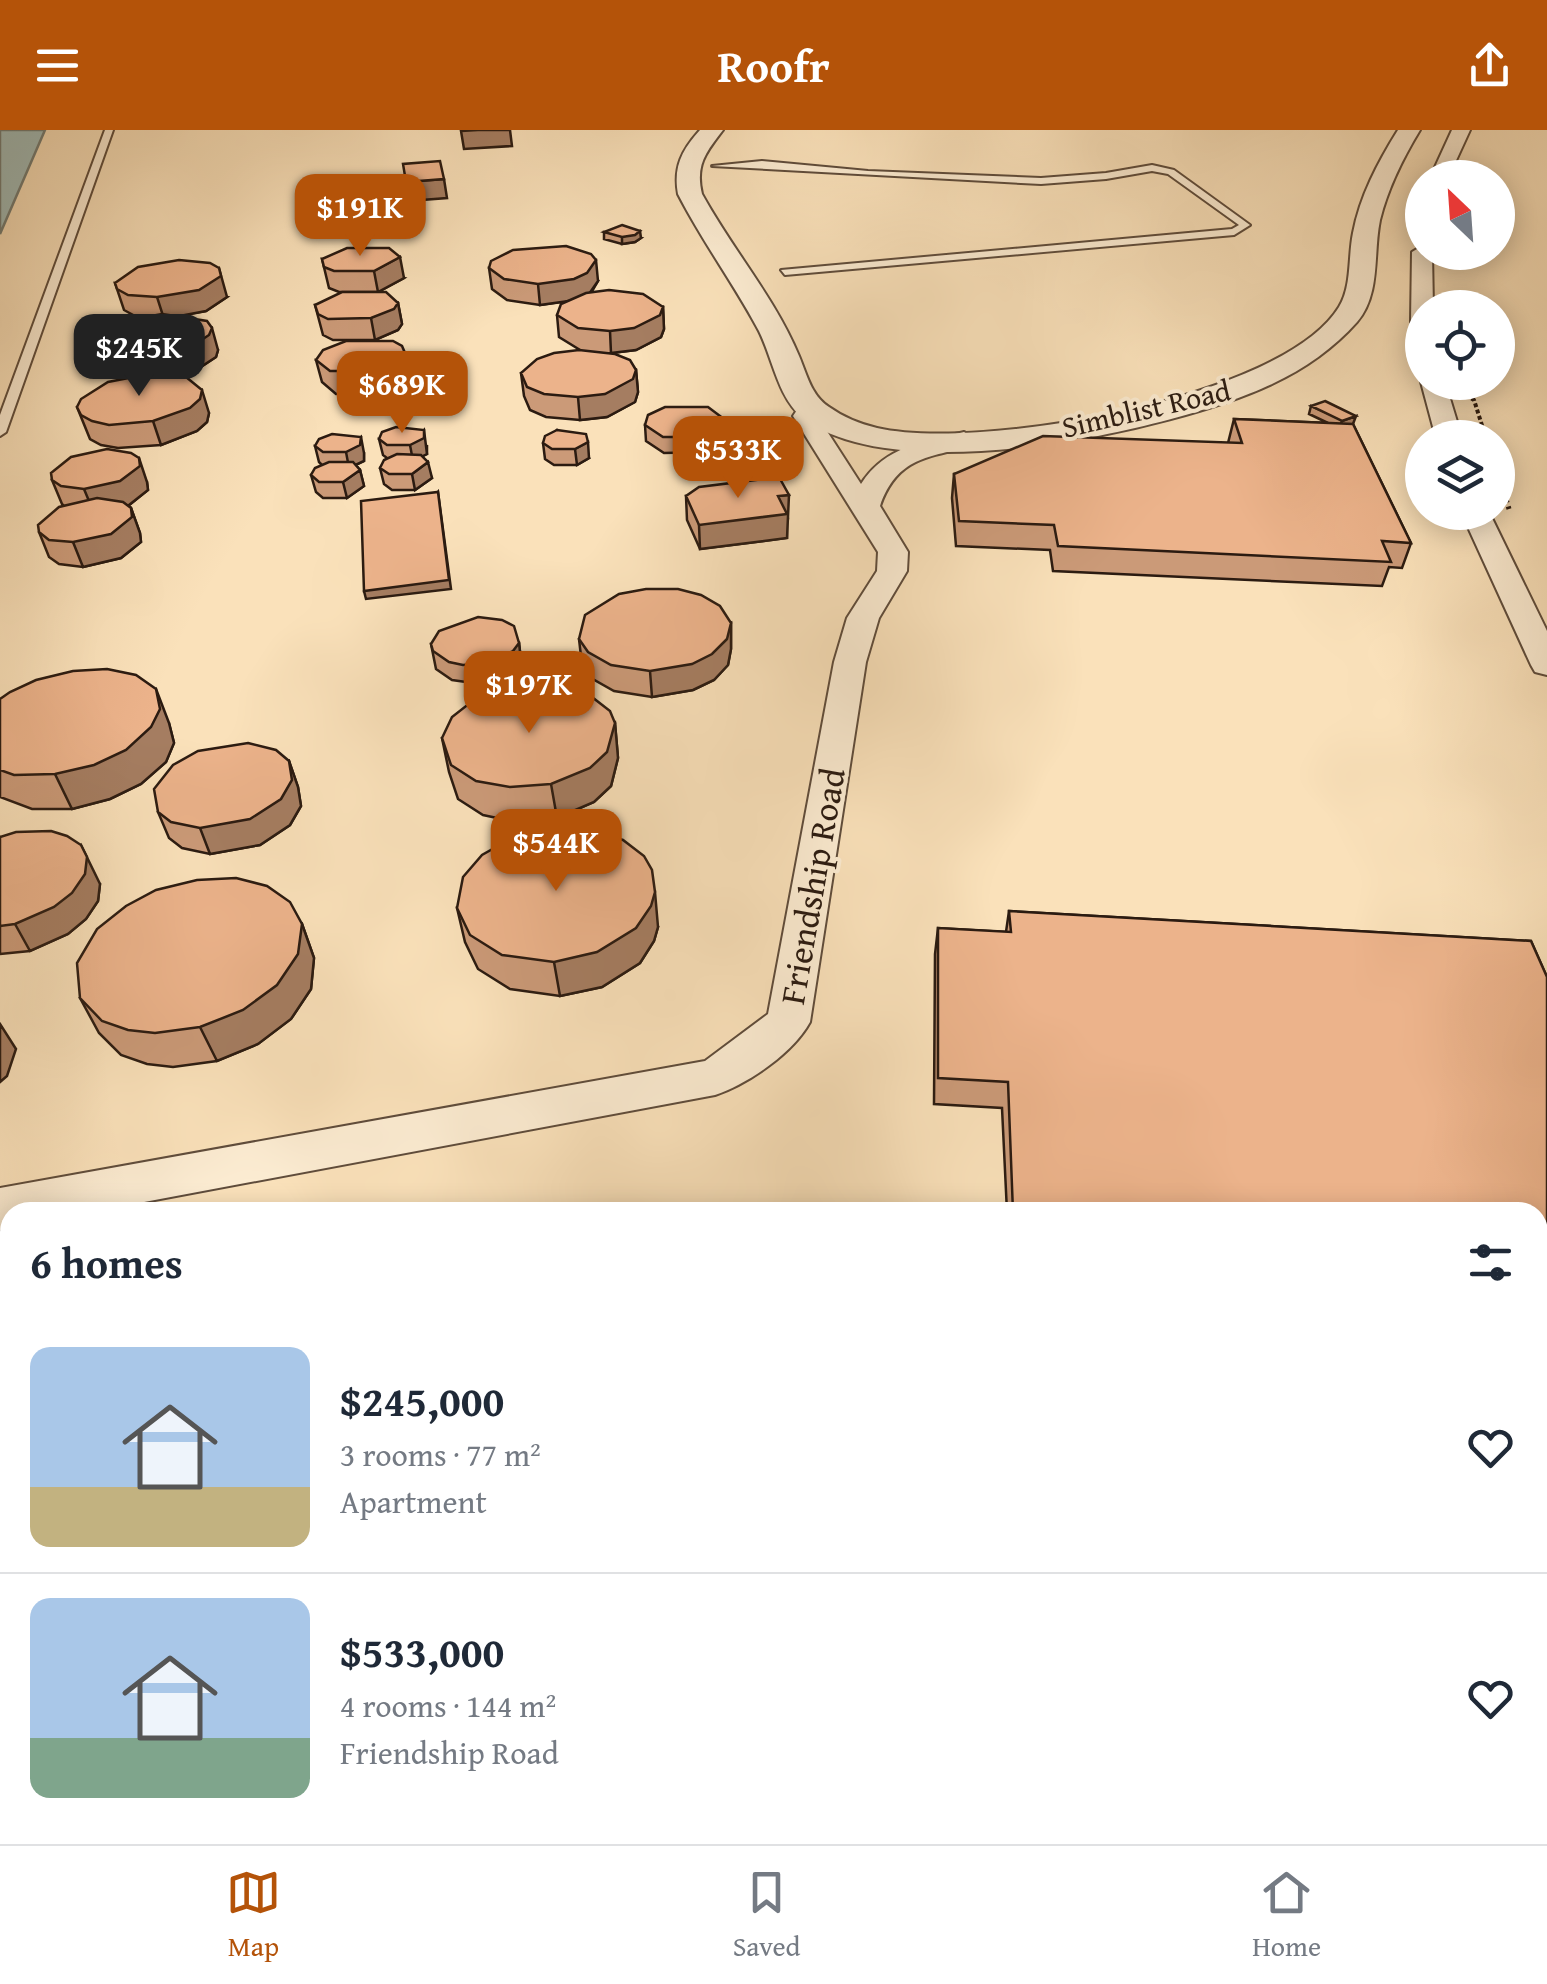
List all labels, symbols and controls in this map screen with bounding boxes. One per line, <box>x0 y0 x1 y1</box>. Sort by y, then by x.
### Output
text: Roofr <box>717 33 830 98</box>
icon: menu <box>30 38 85 93</box>
icon: share <box>1462 38 1517 93</box>
north arrow <box>1405 160 1515 270</box>
map controls <box>1405 160 1515 530</box>
pin: $191K <box>290 174 430 259</box>
text: $191K <box>317 183 403 230</box>
button: locate <box>1405 290 1515 400</box>
pin: $245K <box>69 314 209 399</box>
text: $245K <box>96 323 182 370</box>
pin: $689K <box>332 351 472 436</box>
text: $689K <box>359 360 445 407</box>
street label: Simblist Road <box>1057 367 1235 449</box>
pin: $533K <box>668 416 808 501</box>
button: layers <box>1405 420 1515 530</box>
text: $533K <box>695 425 781 472</box>
pin: $197K <box>459 651 599 736</box>
text: $197K <box>486 660 572 707</box>
street label: Friendship Road <box>766 763 858 1008</box>
pin: $544K <box>486 809 626 894</box>
text: $544K <box>513 818 599 865</box>
text: 6 homes <box>30 1232 183 1293</box>
icon: filters <box>1463 1235 1518 1290</box>
text: $245,000 <box>340 1370 504 1431</box>
icon: home <box>110 1387 230 1507</box>
icon: heart <box>1463 1420 1518 1475</box>
text: 3 rooms · 77 m² <box>340 1431 541 1478</box>
text: Apartment <box>340 1478 487 1525</box>
text: $533,000 <box>340 1621 504 1682</box>
icon: home <box>110 1638 230 1758</box>
icon: heart <box>1463 1671 1518 1726</box>
text: 4 rooms · 144 m² <box>340 1682 556 1729</box>
text: Friendship Road <box>340 1729 559 1776</box>
tab: Map <box>226 1865 281 1966</box>
tab: Saved <box>733 1865 800 1966</box>
tab: Home <box>1252 1865 1321 1966</box>

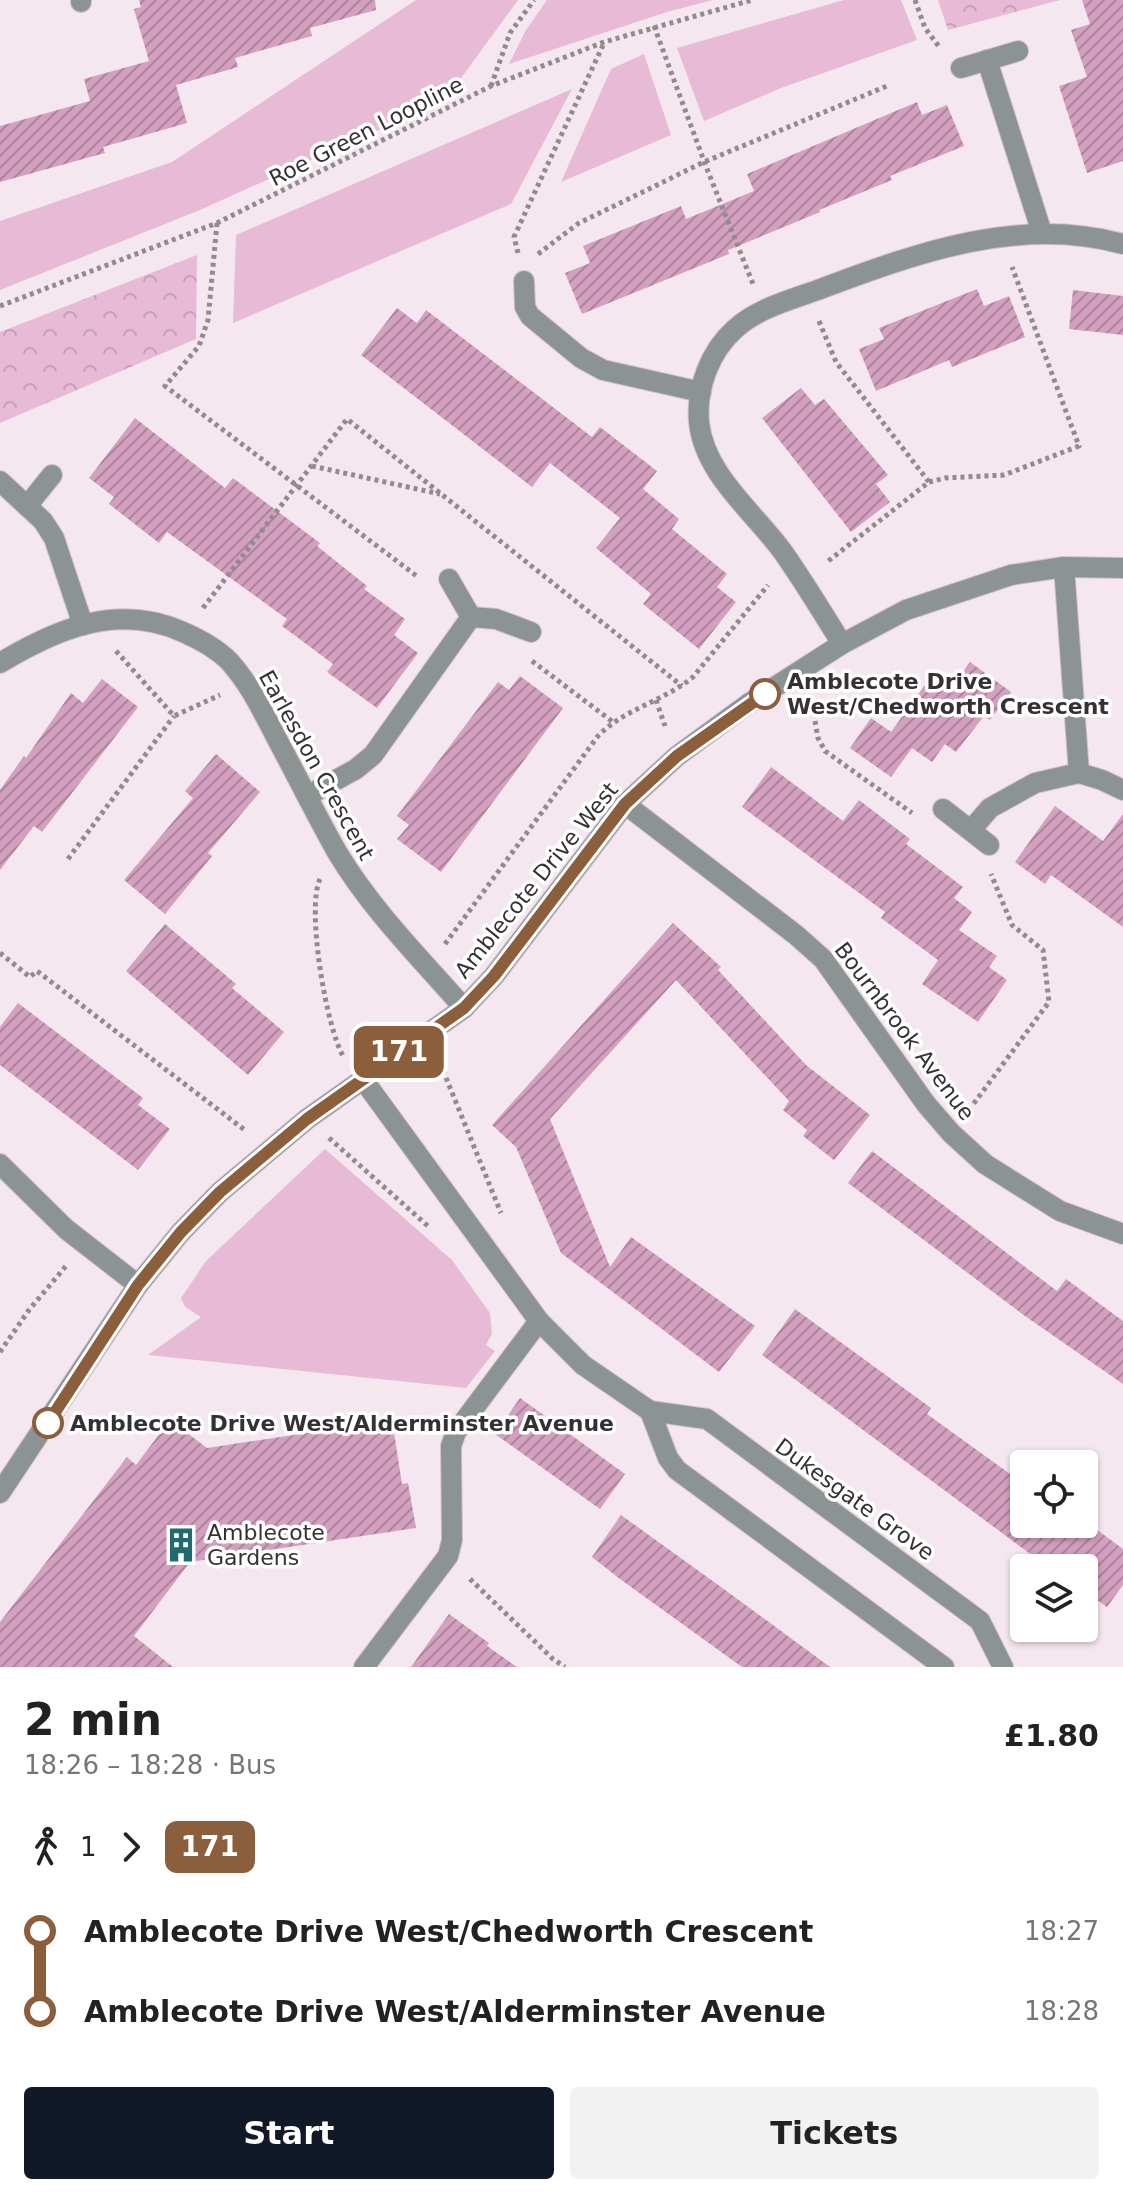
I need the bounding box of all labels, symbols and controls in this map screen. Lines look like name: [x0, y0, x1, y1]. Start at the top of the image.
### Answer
street label: Roe Green Loopline: [265, 72, 467, 191]
street label: Earlesdon Crescent: [254, 666, 379, 865]
place label: Amblecote Drive West/Chedworth Crescent: [787, 669, 1109, 719]
marker: Amblecote Drive West/Chedworth Crescent: [750, 679, 780, 709]
street label: Amblecote Drive West: [450, 777, 623, 983]
street label: Bournbrook Avenue: [830, 938, 980, 1125]
line badge: 171: [353, 1026, 445, 1078]
text: 171: [370, 1035, 428, 1068]
marker: Amblecote Drive West/Alderminster Avenue: [33, 1408, 63, 1438]
place label: Amblecote Drive West/Alderminster Avenue: [70, 1411, 614, 1436]
street label: Dukesgate Grove: [770, 1433, 939, 1565]
map controls: [1010, 1450, 1098, 1642]
button: locate: [1010, 1450, 1098, 1538]
place label: Amblecote Gardens: [207, 1520, 325, 1570]
building icon: Amblecote Gardens: [162, 1526, 200, 1564]
button: layers: [1010, 1554, 1098, 1642]
text: 2 min: [24, 1694, 162, 1745]
text: £1.80: [1004, 1718, 1099, 1753]
text: 18:26 – 18:28 · Bus: [24, 1750, 276, 1780]
icon: walk: [24, 1825, 68, 1869]
icon: forward: [109, 1825, 153, 1869]
text: 171: [181, 1830, 239, 1863]
text: 1: [80, 1832, 97, 1862]
text: Amblecote Drive West/Chedworth Crescent: [84, 1914, 813, 1949]
text: 18:27: [1024, 1916, 1099, 1946]
text: Amblecote Drive West/Alderminster Avenue: [84, 1994, 826, 2029]
text: 18:28: [1024, 1996, 1099, 2026]
button: Start: [24, 2087, 554, 2179]
button: Tickets: [570, 2087, 1099, 2179]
- - -
## WHAT YOU NEED TO DO
Check each line of the listing above for the string "Friendship" and return those that contain it.

## COMPLETED TASK
street label: Friendship Road <box>766 763 858 1008</box>
text: Friendship Road <box>340 1729 559 1776</box>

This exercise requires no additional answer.